Zamieszczam tu tekst dotyczący "Opowieści Lasku Wiedeńskiego" von Horwatha, które reżyseruję w olsztyńskim teatrze. W najbliższy piątek premiera. A póki co garść moich przemyśleń, do których impuls stanowił ten dramat i teatralna praca nad nim:
Tekst Horwatha jest przestrogą. Tym
bardziej przejmującą, że dopowiedzianą przez historię. Pisana na początku lat
30. sztuka oddaje stan ducha społeczeństwa austriackiego tuż przed dojściem
Nazistów do władzy w Niemczech. To swoista wiwisekcja życia wewnętrznego tych
ludzi. Zwyczajnych jak my, mających swoje problemy i tak samo jak my obecnie
borykających się ze skutkami kryzysów ekonomicznych wstrząsających światem Zachodu.
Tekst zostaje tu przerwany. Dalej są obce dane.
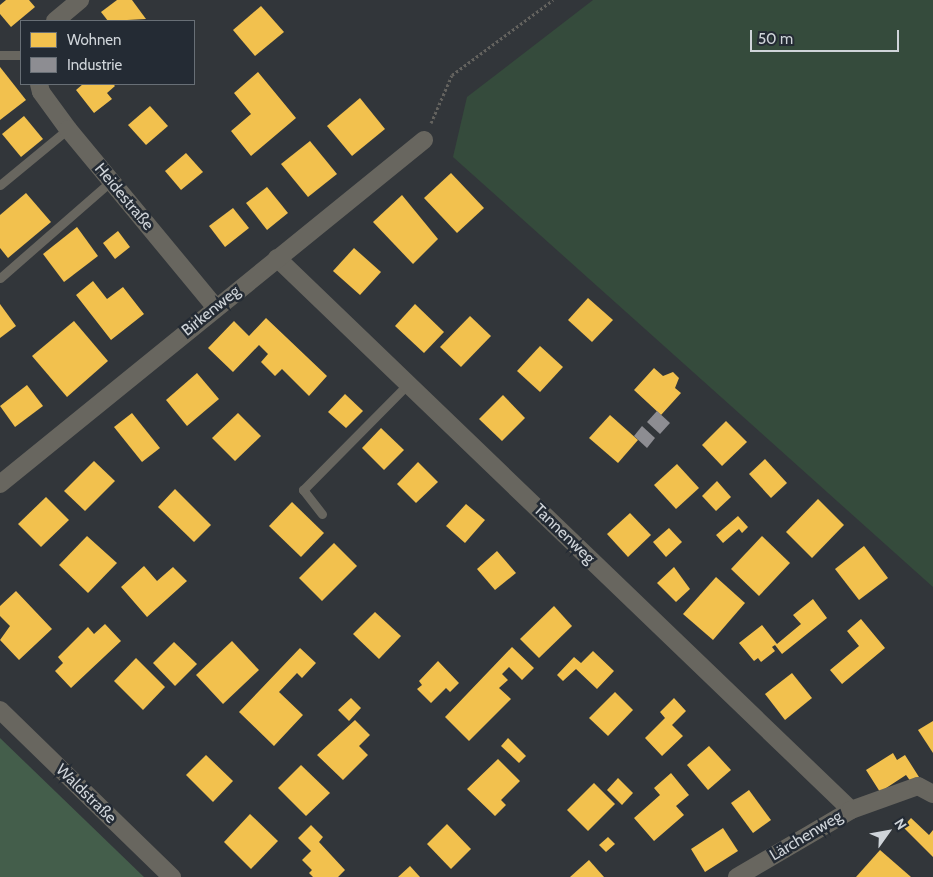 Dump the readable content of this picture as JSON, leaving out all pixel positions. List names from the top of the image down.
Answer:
{
  "streets": {
    "street": [
      "Heidestraße",
      "Birkenweg",
      "Tannenweg",
      "Waldstraße",
      "Lärchenweg"
    ]
  },
  "crossings": [
    ["Heidestraße", "Birkenweg"],
    ["Birkenweg", "Tannenweg"],
    ["Tannenweg", "Lärchenweg"]
  ],
  "legend": ["Wohnen", "Industrie"],
  "scale_bar": "50 m",
  "north": "top right"
}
Można śmiało założyć, że im większe podobieństwo między tym, co się dzieje
teraz w nas a co działo się w tamtym społeczeństwie – tym realniejsza groźba,
że wszystko znowu potoczy się w podobnym kierunku. Naprawdę, czuć zimny dreszcz
na plecach obcując z „Opowieściami Lasku Wiedeńskiego”.
Żadna z postaci naszej
opowieści nie ma poczucia, że krzywdzi innych. Im więcej zła wyrządza, tym
bardziej sama czuje się ofiarą. W swoim poczuciu robi wiele dla dobra kogoś
innego. Im więcej tego „robienia dobra”, tym większe spustoszenia wokół.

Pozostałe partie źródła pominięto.